Africa

190 million children at risk from the triple water crisis

Accelerated action is needed to ensure safe drinking water, sanitation and hygiene for all.

A new analysis from the UN Children’s Fund, UNICEFreleased Monday on the eve of the historic Water Conference, examines household access to water, sanitation and hygiene services, the burden of deaths attributable to water, sanitation and hygiene among children under five, and exposure to climate and environmental risks, revealing where children face the greatest threat, and where investment in solutions to prevent unnecessary deaths is desperately needed.

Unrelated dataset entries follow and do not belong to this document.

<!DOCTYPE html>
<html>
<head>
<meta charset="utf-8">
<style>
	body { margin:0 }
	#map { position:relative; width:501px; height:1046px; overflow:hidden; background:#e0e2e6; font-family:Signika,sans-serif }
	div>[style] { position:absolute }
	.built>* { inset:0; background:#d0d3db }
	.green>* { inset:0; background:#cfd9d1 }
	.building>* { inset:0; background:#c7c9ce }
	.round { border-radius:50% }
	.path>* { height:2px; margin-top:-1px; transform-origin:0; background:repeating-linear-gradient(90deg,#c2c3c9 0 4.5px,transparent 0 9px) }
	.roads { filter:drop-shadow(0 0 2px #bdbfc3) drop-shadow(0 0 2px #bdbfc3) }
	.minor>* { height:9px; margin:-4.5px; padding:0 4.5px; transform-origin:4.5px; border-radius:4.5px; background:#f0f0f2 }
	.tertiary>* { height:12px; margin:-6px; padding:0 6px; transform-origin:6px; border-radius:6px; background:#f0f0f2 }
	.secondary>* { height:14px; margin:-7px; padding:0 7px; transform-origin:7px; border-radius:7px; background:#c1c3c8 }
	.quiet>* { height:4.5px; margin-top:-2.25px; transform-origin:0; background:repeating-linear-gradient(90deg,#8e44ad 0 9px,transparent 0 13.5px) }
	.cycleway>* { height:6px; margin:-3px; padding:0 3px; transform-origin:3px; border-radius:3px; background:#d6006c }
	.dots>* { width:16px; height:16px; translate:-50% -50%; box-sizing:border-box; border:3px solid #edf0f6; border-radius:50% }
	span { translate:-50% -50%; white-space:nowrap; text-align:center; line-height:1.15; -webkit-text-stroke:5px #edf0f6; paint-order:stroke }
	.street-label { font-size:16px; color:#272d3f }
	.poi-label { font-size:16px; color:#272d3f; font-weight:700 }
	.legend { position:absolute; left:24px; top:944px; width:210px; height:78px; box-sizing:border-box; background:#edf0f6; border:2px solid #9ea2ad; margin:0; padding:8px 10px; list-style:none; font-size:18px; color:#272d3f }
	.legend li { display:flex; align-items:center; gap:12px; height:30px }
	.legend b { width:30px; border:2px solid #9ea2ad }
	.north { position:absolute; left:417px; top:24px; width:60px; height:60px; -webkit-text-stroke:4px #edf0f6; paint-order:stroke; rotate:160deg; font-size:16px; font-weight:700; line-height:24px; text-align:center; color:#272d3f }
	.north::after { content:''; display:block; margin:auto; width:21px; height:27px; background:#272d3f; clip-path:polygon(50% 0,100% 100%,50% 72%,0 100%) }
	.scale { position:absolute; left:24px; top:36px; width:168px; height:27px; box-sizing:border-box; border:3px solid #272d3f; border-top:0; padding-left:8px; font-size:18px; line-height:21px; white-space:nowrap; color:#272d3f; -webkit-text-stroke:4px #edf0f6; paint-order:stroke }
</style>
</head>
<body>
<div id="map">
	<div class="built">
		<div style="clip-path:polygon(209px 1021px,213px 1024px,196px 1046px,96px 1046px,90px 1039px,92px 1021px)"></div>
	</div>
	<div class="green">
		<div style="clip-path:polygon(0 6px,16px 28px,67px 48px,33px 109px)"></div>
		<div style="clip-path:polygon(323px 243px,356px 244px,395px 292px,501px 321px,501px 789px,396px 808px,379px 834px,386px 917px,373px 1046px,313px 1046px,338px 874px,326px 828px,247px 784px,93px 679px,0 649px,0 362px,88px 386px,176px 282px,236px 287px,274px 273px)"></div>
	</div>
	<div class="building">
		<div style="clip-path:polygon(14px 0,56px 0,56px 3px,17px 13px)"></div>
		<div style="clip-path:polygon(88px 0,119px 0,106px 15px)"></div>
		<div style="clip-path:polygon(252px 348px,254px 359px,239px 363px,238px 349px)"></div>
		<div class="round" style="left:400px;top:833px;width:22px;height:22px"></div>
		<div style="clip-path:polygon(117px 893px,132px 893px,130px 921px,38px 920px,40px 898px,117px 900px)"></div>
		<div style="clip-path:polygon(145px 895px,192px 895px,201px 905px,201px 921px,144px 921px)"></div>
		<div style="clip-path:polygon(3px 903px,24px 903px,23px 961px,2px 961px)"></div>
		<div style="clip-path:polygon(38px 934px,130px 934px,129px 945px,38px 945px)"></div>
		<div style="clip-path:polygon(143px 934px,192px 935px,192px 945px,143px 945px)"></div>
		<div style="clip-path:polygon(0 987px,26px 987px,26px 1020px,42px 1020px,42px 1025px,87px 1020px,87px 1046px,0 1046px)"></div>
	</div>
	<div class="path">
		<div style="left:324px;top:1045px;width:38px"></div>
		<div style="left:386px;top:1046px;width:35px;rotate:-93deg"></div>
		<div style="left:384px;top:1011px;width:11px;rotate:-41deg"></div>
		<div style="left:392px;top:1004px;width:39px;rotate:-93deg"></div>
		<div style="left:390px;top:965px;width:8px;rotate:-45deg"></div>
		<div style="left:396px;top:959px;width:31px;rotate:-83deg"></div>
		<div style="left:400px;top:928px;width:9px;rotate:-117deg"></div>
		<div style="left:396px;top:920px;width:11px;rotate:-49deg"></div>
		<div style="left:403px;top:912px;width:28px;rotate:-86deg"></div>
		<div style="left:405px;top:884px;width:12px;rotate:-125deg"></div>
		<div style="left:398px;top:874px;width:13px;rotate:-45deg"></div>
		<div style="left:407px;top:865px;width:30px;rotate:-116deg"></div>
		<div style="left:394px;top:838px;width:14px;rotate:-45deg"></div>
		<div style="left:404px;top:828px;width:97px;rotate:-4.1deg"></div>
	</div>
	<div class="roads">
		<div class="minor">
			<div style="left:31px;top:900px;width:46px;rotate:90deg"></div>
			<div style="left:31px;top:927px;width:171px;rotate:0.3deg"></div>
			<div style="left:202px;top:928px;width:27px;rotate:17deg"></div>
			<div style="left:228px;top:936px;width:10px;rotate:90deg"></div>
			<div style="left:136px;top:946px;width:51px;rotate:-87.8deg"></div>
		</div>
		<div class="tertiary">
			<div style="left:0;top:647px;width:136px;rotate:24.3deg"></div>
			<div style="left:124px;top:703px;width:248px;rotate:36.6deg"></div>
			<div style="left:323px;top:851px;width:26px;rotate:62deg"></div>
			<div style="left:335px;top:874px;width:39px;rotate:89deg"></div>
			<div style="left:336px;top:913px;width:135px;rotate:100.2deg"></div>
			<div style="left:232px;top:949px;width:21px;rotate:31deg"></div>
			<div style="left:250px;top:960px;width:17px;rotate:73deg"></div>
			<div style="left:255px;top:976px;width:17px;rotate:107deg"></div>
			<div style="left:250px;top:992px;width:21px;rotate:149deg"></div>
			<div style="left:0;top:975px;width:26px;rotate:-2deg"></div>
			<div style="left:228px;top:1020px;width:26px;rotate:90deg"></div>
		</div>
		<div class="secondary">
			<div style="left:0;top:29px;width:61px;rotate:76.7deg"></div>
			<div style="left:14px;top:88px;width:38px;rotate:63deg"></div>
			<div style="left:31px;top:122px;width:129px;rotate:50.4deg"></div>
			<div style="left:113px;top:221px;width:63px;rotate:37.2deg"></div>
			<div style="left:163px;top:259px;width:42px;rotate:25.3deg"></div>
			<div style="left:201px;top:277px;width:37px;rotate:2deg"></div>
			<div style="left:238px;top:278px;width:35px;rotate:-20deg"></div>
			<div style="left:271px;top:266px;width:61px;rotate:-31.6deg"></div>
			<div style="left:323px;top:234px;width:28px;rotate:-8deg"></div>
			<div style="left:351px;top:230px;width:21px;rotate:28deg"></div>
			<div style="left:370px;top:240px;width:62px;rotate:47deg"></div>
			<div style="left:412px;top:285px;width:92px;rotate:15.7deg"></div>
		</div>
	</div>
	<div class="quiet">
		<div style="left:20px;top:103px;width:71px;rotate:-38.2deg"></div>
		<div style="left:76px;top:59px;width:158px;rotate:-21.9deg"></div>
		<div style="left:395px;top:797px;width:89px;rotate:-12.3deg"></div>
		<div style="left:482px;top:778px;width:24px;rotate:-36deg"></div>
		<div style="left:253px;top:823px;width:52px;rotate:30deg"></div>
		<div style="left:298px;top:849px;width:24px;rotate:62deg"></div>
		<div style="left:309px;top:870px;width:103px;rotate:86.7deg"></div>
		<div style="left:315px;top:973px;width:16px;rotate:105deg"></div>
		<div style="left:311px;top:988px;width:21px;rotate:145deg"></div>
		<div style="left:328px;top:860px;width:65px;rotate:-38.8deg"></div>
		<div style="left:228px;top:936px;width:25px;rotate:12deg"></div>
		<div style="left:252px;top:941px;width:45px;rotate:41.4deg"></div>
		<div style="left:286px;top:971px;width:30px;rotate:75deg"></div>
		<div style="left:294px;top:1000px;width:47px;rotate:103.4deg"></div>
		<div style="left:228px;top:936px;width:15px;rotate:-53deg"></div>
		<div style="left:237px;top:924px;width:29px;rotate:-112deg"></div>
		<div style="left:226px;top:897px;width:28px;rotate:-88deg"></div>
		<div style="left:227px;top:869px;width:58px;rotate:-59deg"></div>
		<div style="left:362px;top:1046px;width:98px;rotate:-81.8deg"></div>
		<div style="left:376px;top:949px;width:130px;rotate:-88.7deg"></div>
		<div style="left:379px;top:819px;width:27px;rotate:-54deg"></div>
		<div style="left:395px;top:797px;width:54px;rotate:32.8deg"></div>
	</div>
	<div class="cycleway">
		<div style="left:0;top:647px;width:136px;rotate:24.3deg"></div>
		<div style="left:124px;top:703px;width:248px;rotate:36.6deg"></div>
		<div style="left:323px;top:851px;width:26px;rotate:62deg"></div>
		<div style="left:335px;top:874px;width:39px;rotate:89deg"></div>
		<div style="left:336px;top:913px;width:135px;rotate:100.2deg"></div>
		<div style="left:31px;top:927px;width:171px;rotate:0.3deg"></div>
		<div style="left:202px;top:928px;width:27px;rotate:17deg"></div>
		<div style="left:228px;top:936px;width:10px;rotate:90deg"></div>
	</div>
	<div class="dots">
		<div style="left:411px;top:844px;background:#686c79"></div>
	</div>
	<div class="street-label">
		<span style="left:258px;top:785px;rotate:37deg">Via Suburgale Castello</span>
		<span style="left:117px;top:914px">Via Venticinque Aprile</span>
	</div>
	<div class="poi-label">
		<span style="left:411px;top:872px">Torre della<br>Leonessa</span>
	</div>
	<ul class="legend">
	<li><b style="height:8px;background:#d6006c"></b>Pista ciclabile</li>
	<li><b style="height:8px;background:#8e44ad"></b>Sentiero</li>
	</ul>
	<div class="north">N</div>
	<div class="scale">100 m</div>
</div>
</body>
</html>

“Africa is facing a water catastrophe. While climate and water-related crises are escalating around the world, nowhere else in the world are the risks so acute for children,” said the UNICEF Director of Programs .

Likewise, Sanjay Wijesekera assured that “devastating storms, floods and historic droughts are already destroying facilities and homes, contaminating water resources, creating hunger crises and spreading diseases. But difficult as current conditions are, without urgent action, the future It could be a lot darker.”

Crises aggravated by armed conflicts

According to the analysis, the triple threat is most severe in Benin, Burkina Faso, Cameroon, Chad, Côte d’Ivoire, Guinea, Mali, Niger, Nigeria and Somalia, making West and Central Africa one of the world’s most affected by the water insecurity and climate change. Many of the most affected countries, especially in the Sahel, are also facing the instability and armed conflictfurther aggravating children’s access to safe drinking water and sanitation.

In the 10 most affected countries, almost a third of children do not have access to at least drinking water at home, and two thirds they do not have basic sanitation services. A quarter of children have no choice but to defecate in the open. Hand hygiene is also limited, with three quarters of children unable to wash their hands due to lack of soap and water at home.

As a result, these countries also bear the heaviest burden of child deaths from diseases caused by improper hygienelike diarrheal For example, six of the 10 have suffered cholera outbreaks in the last year. Worldwide, more than 1,000 children under the age of five die every day from water, sanitation and hygiene-related diseases, and around two in five are concentrated in just these 10 countries.

Accelerated action is needed to ensure safe drinking water, sanitation and hygiene for all.

Vulnerable to climate threats

These hotspots are also among the 25% of the world’s 163 countries most at risk of exposure to climate and environmental threats. Higher temperatures, which accelerate the reproduction of pathogensare increasing 1.5 times faster than the global average in parts of West and Central Africa. The groundwater level is also falling., forcing some communities to dig wells twice as deep as just a decade ago. At the same time, rainfall has become more irregular and intense, causing flooding that contaminates scarce water supplies.

The 10 countries are also classified by the Organization for Economic Co-operation and Development (OECD) as fragile or extremely fragile, and the tensions of armed conflicts in some countries threaten to reverse progress towards safe drinking water and sanitation.

For example, in Burkina Faso, attacks on water facilities have intensified as a tactic to displace communities. 58 water points were attacked in 2022, and more than 830,000 people, more than half of whom are children, lost access to drinking water in the last year.